As Courtney and I meandered through the Las Vegas airport with nothing better to do, we stumbled across this crazy door. We pointed, we laughed, and we sat for some time wondering what what in the heck could possibly be in a room marked “Area of Safe Refuge”. Was it a safe room for refugees? Was it a place where one could meditate and regain one’s “center” after a long and disturbing flight? Was it a place where you could run to and be safe if the dreaded police were chasing you? We remained unsure about what the room was used for, but we were 100% sure that we had to have a look inside. We sneaked up to it, and gently and stealthily (at lease as stealthily as you can in an airport full of people) opened the door and looked inside…

A ladder! A lousy, stinking ladder and absolutely NOTHING else! Well, we thought, maybe the last person who needed safe refuge was a roofer and they put the ladder in there to make him feel more at home… Who knows.

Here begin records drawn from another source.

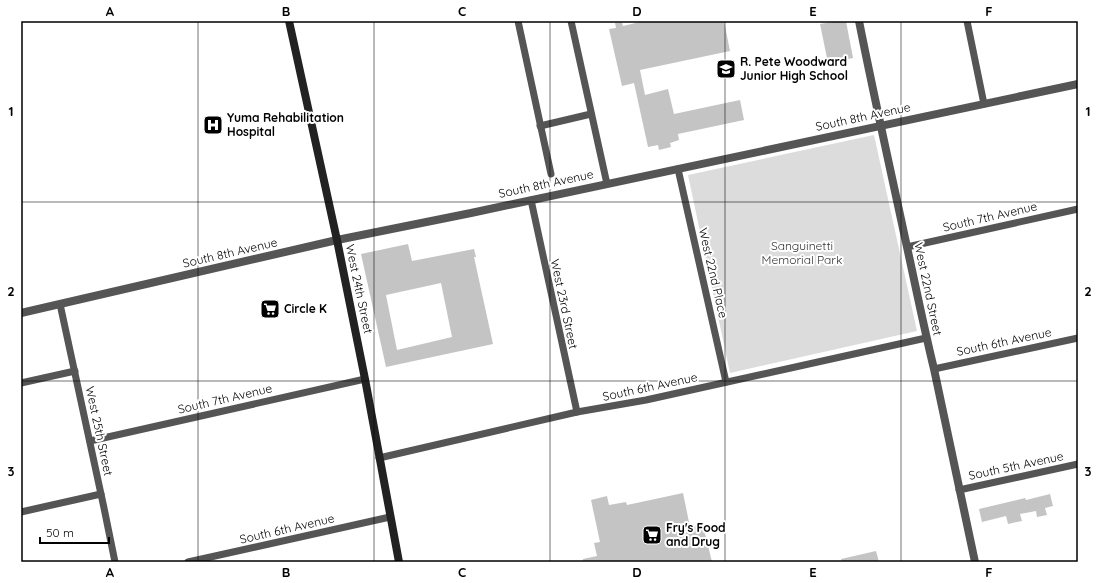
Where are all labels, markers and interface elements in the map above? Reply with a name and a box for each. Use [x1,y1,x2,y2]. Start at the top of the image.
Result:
text: A [106,3,115,19]
text: B [282,3,290,19]
text: C [458,3,466,19]
text: D [632,3,642,19]
text: E [809,3,817,19]
text: F [985,3,993,19]
place label: R. Pete Woodward Junior High School [740,54,848,83]
school or university icon: R. Pete Woodward Junior High School [715,58,737,80]
street label: South 8th Avenue [814,99,912,134]
text: 1 [8,103,14,119]
text: 1 [1085,103,1091,119]
place label: Yuma Rehabilitation Hospital [227,110,344,139]
hospital icon: Yuma Rehabilitation Hospital [202,114,224,136]
street label: South 8th Avenue [497,166,595,201]
street label: South 7th Avenue [941,198,1039,235]
street label: West 22nd Place [696,226,731,320]
street label: South 8th Avenue [181,234,279,271]
park label: Sanguinetti Memorial Park [762,238,842,267]
street label: West 22nd Street [911,241,946,337]
street label: West 24th Street [343,243,376,335]
street label: West 23rd Street [548,257,581,350]
text: 2 [7,283,15,299]
text: 2 [1084,283,1092,299]
supermarket icon: Circle K [259,298,281,320]
place label: Circle K [284,301,327,316]
street label: South 6th Avenue [955,324,1053,359]
street label: South 6th Avenue [601,369,699,404]
street label: South 7th Avenue [176,380,274,417]
street label: West 25th Street [83,385,116,477]
street label: South 5th Avenue [967,448,1065,483]
text: 3 [8,463,15,479]
text: 3 [1085,463,1092,479]
street label: South 6th Avenue [238,510,336,547]
scale bar [40,519,109,545]
place label: Fry's Food and Drug [666,520,726,549]
supermarket icon: Fry's Food and Drug [641,524,663,546]
text: 50 m [46,525,74,540]
text: A [106,564,115,580]
text: B [282,564,290,580]
text: C [458,564,466,580]
text: D [632,564,642,580]
text: E [809,564,817,580]
text: F [985,564,993,580]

Anyhow, once I got to a place where I could access google, I looked it up, and it turns out that an “Area of Safe Refuge” is a place where disabled people can go in the event of a fire of other type of disaster to wait for assistance. They are located in areas that are very structurally sound, fireproofed, and unlikely to be damaged easily or crumble.

The Area of Safe Refuge, according to BS5588: part 8 is: “an area that is enclosed with a fire resisting construction (other than any part that is an external wall of a building) and served directly by a safe route to a storey exit, evacuation lift or final exit, thus constituting a temporary safe space for disabled people to await assistance for their evacuation”.